La ansiedad, mi más temida aliada

Todos hemos sentido esa molesta sensación de nudo en el estómago, de percibir que el corazón se nos iba a salir del pecho o de contractura en la espalda sin cargar una sola caja. Todos hemos comido compulsivamente (ansiedad por comer), nos hemos mordido cada una de las uñas de las manos o empezado a fumar un día de estrés laboral e, incluso, nuestra cabeza se ha declarado independiente y con vida propia para llenarse de pensamientos negativos sobre nuestra capacidad de resolver una dificultad. Si te reconoces en una de estas escenas,  ¡enhorabuena!, es que has experimentado síntomas de ansiedad.

 

 

La ansiedad es una emoción básica englobada dentro de las emociones de corte negativo. Considerando, en términos generales, dos grandes grupos: las emociones positivas y las emociones negativas, podemos pensar que las de corte negativo son malas y dañinas. Ante esto, es habitual creer que debemos evitarlas, suprimirlas o tener control para no experimentarlas nunca, pero esto no es la postura más beneficiosa para nosotros. Que una emoción tenga el apellido negativo, en este caso, no significa nada malo.
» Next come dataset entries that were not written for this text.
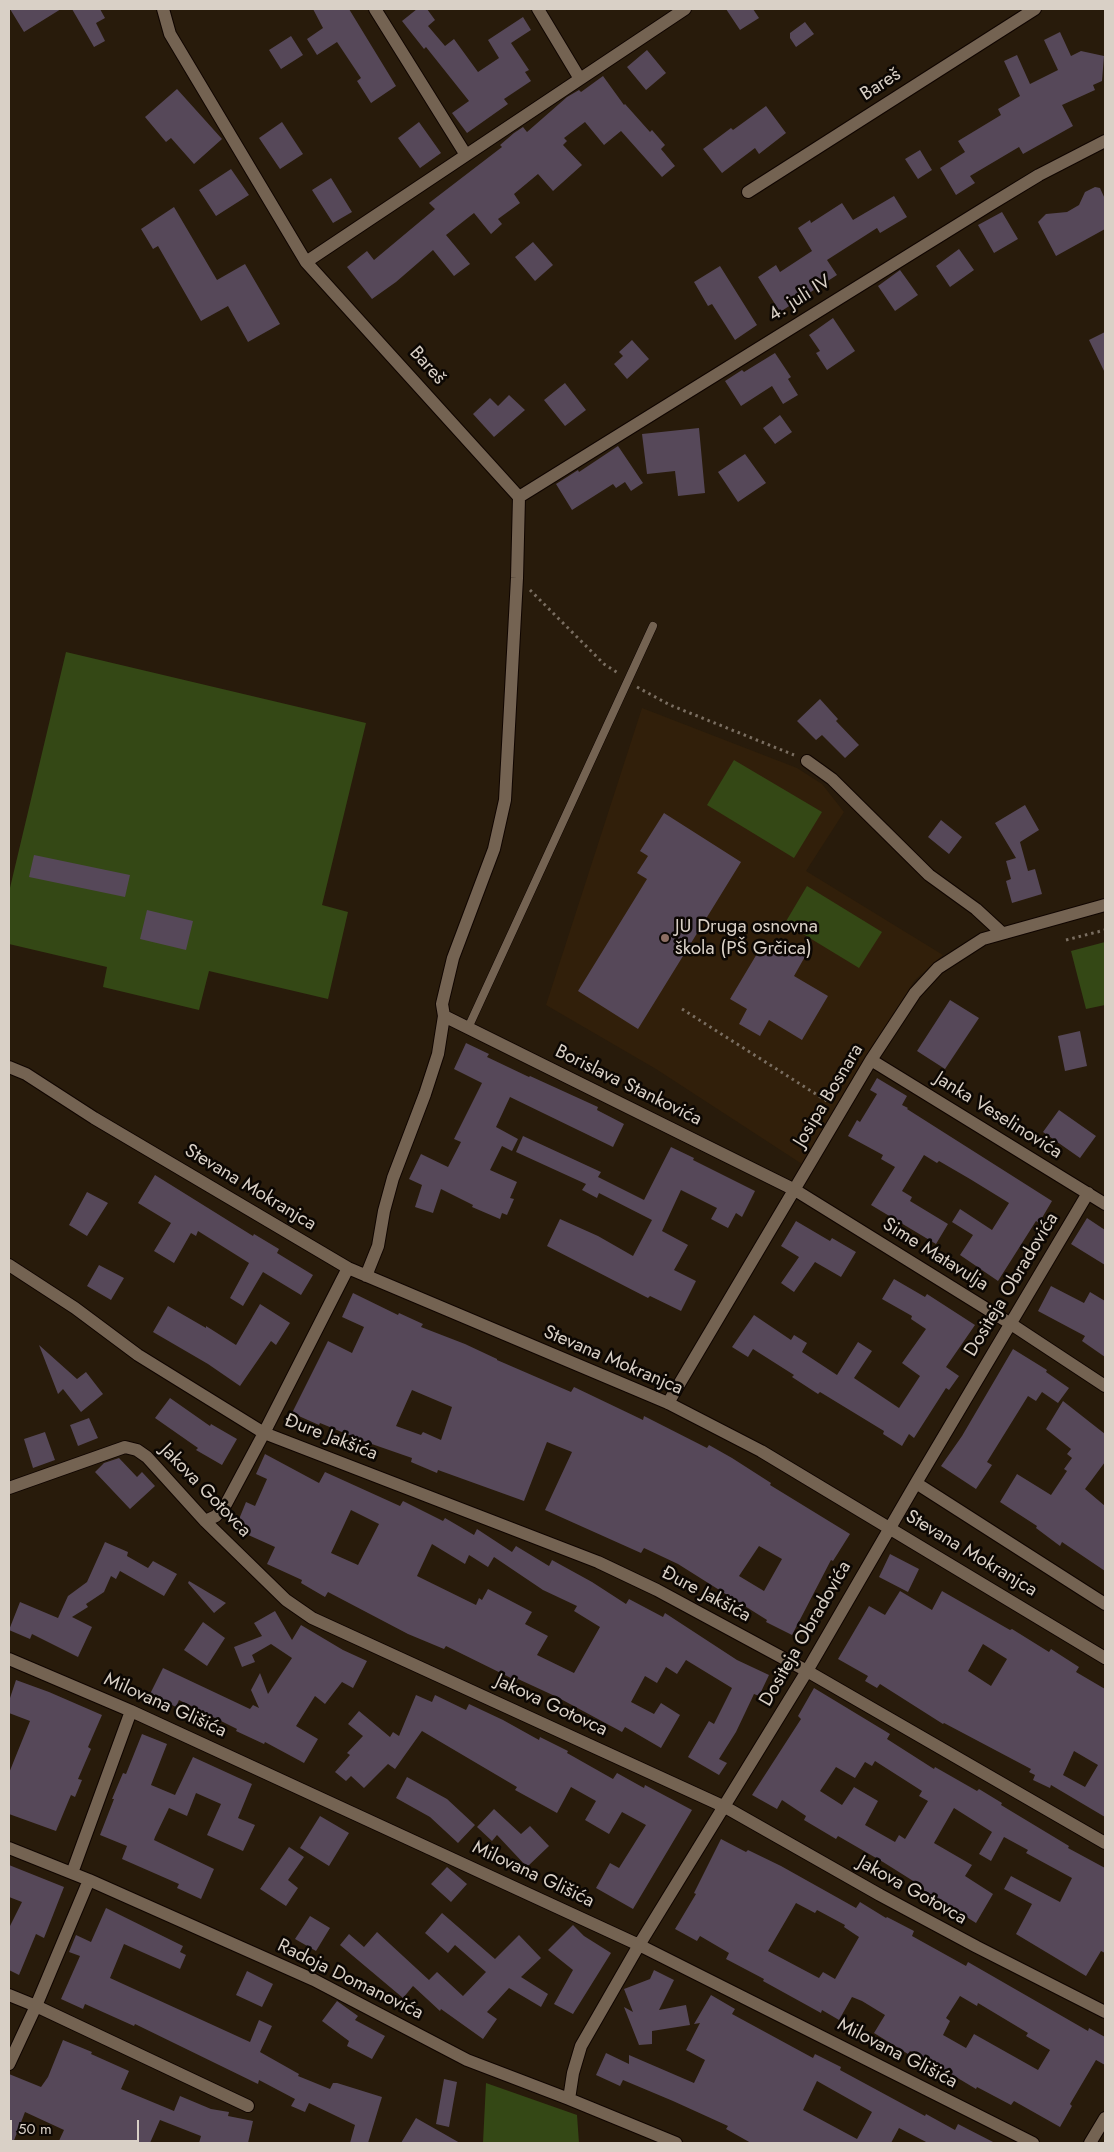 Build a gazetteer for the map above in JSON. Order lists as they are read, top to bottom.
{
  "streets": {
    "street": [
      "Bareš",
      "4. juli IV",
      "Borislava Stankovića",
      "Josipa Bosnara",
      "Janka Veselinovića",
      "Stevana Mokranjca",
      "Sime Matavulja",
      "Dositeja Obradovića",
      "Đure Jakšića",
      "Jakova Gotovca",
      "Milovana Glišića",
      "Radoja Domanovića"
    ]
  },
  "crossings": [
    ["Bareš", "4. juli IV"],
    ["Borislava Stankovića", "Josipa Bosnara"],
    ["Borislava Stankovića", "Sime Matavulja"],
    ["Josipa Bosnara", "Janka Veselinovića"],
    ["Josipa Bosnara", "Stevana Mokranjca"],
    ["Josipa Bosnara", "Sime Matavulja"],
    ["Janka Veselinovića", "Dositeja Obradovića"],
    ["Stevana Mokranjca", "Dositeja Obradovića"],
    ["Sime Matavulja", "Dositeja Obradovića"],
    ["Dositeja Obradovića", "Đure Jakšića"],
    ["Dositeja Obradovića", "Jakova Gotovca"],
    ["Dositeja Obradovića", "Milovana Glišića"],
    ["Dositeja Obradovića", "Radoja Domanovića"]
  ],
  "places": ["JU Druga osnovna škola (PŠ Grčica)"],
  "scale_bar": "50 m"
} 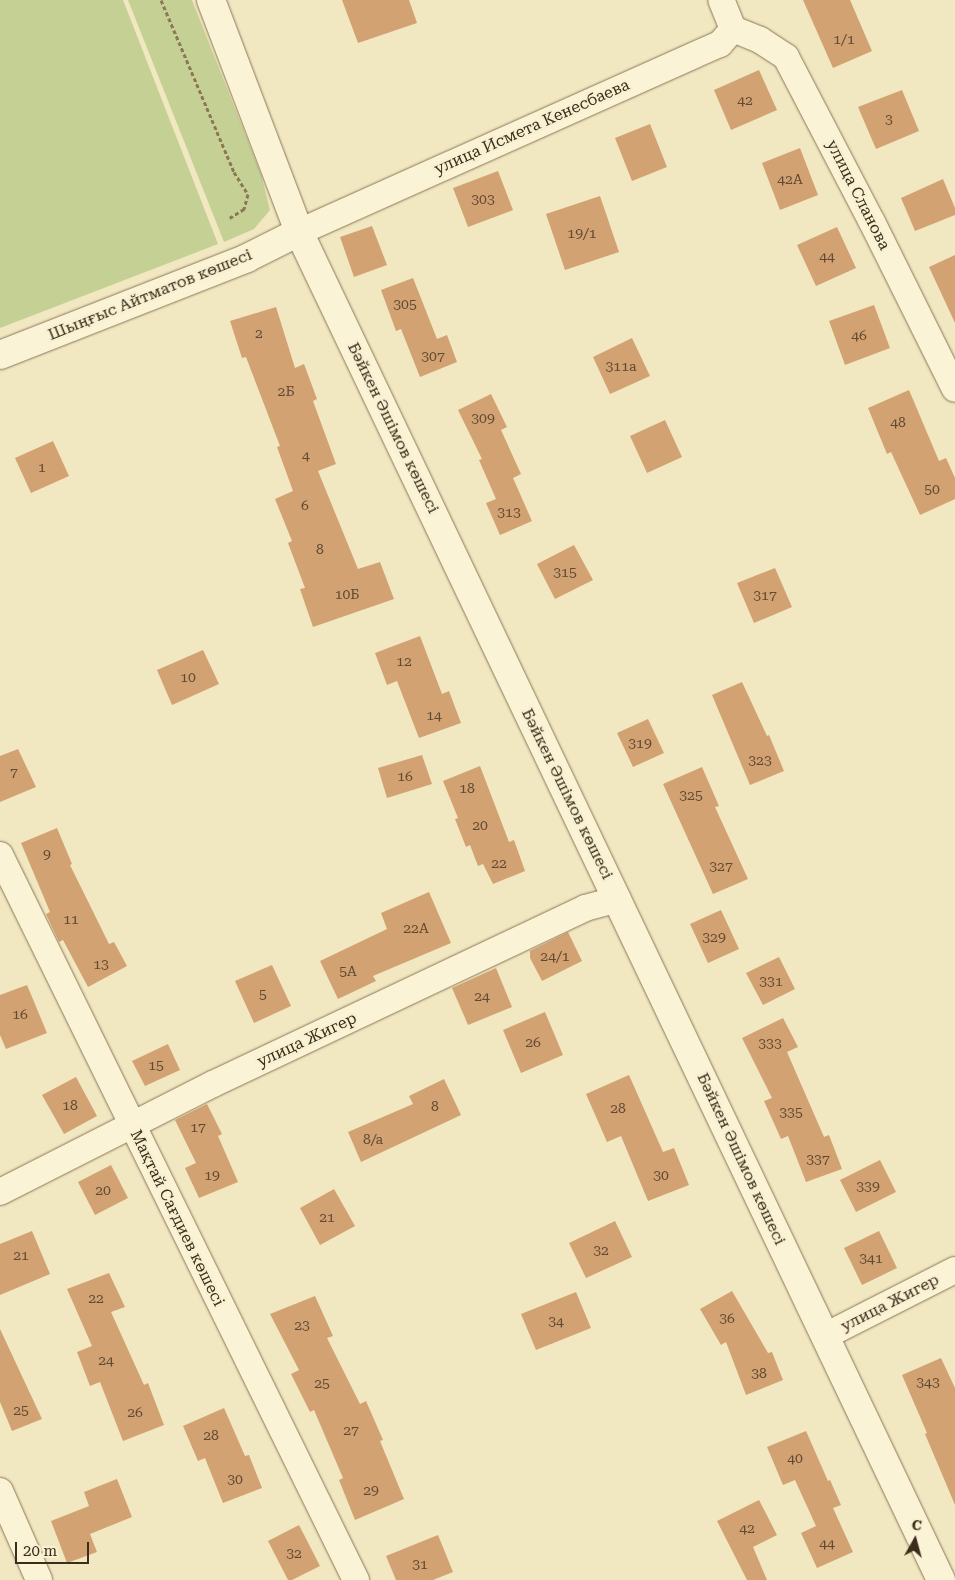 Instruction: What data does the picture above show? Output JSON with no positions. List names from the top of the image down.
{
  "streets": {
    "main road": ["Шыңғыс Айтматов көшесі", "Бәйкен Әшімов көшесі"],
    "street": [
      "улица Исмета Кенесбаева",
      "улица Сланова",
      "улица Жигер",
      "Мақтай Сағдиев көшесі"
    ]
  },
  "crossings": [
    ["улица Исмета Кенесбаева", "улица Сланова"],
    ["улица Исмета Кенесбаева", "Шыңғыс Айтматов көшесі"],
    ["улица Исмета Кенесбаева", "Бәйкен Әшімов көшесі"],
    ["Шыңғыс Айтматов көшесі", "Бәйкен Әшімов көшесі"],
    ["Бәйкен Әшімов көшесі", "улица Жигер"],
    ["улица Жигер", "Мақтай Сағдиев көшесі"]
  ],
  "house_numbers": [
    "1/1",
    "42",
    "3",
    "42А",
    "303",
    "19/1",
    "44",
    "305",
    "2",
    "46",
    "307",
    "311а",
    "2Б",
    "309",
    "48",
    "4",
    "1",
    "50",
    "6",
    "313",
    "8",
    "315",
    "10Б",
    "317",
    "12",
    "10",
    "14",
    "319",
    "323",
    "7",
    "16",
    "18",
    "325",
    "20",
    "9",
    "22",
    "327",
    "11",
    "22А",
    "329",
    "24/1",
    "13",
    "5А",
    "331",
    "5",
    "24",
    "16",
    "26",
    "333",
    "15",
    "18",
    "8",
    "28",
    "335",
    "17",
    "8/а",
    "337",
    "19",
    "30",
    "339",
    "20",
    "21",
    "32",
    "21",
    "341",
    "22",
    "36",
    "34",
    "23",
    "24",
    "38",
    "343",
    "25",
    "25",
    "26",
    "27",
    "28",
    "40",
    "30",
    "29",
    "42",
    "44",
    "32",
    "31"
  ],
  "scale_bar": "20 m",
  "north": "top"
}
 Imaginemos que no sentimos emociones negativas: enfado, culpa, ansiedad, tristeza (todas negativas). ¿Crees que sería adaptativo para la especie no tener miedo para huir del peligro?  o ¿crees que sería adecuado no ir a reclamar nuestros derechos, por no sentir enfado, tras ser engañados por comprar un artículo defectuoso? Tanto desde un punto vista biológico-evolutivo como desde un punto de vista más social, las emociones son necesarias para adaptarnos al medio. Ambas familias, emociones positivas y emociones negativas, nos aportan mucha información sobre lo que estamos viviendo y, por tanto, debemos aprender a escucharlas e identificarlas correctamente para poder actuar en consecuencia. Pero, como se suele decir, los excesos son siempre malos y, si experimentamos una sobredosis de síntomas de ansiedad o de otro tipo de emoción negativa, no seremos capaces de afrontar adecuadamente la situación. Será entonces, como navegar sin rumbo.

 El primer paso y fundamental hacia el tratamiento de la ansiedad es aceptar la importancia por igual de todas las emociones, ya sean emociones positivas o negativas. No debemos tener miedo a las últimas, pues aunque son molestas y nos desgastan tanto física como mentalmente (de ahí su mala fama), son altamente necesarias, pues nos dan información valiosa de qué está ocurriendo en nuestro entorno y así poder resolver una dificultad satisfactoriamente.

 Desde ahora te propongo que hagas el ejercicio de aliarte con la ansiedad sin temor, que la aceptes como aceptamos las imperfecciones de nuestros amigos que tanto nos dan. Déjate experimentarla para conocerla, no la bloquees y comprueba que tiene más que aportarte de lo que crees. Este es el primer paso y el más importante para ser capaz de sentir esta emoción de forma proporcionada, y para que seamos nosotros los que la manejemos, y no ella a nosotros.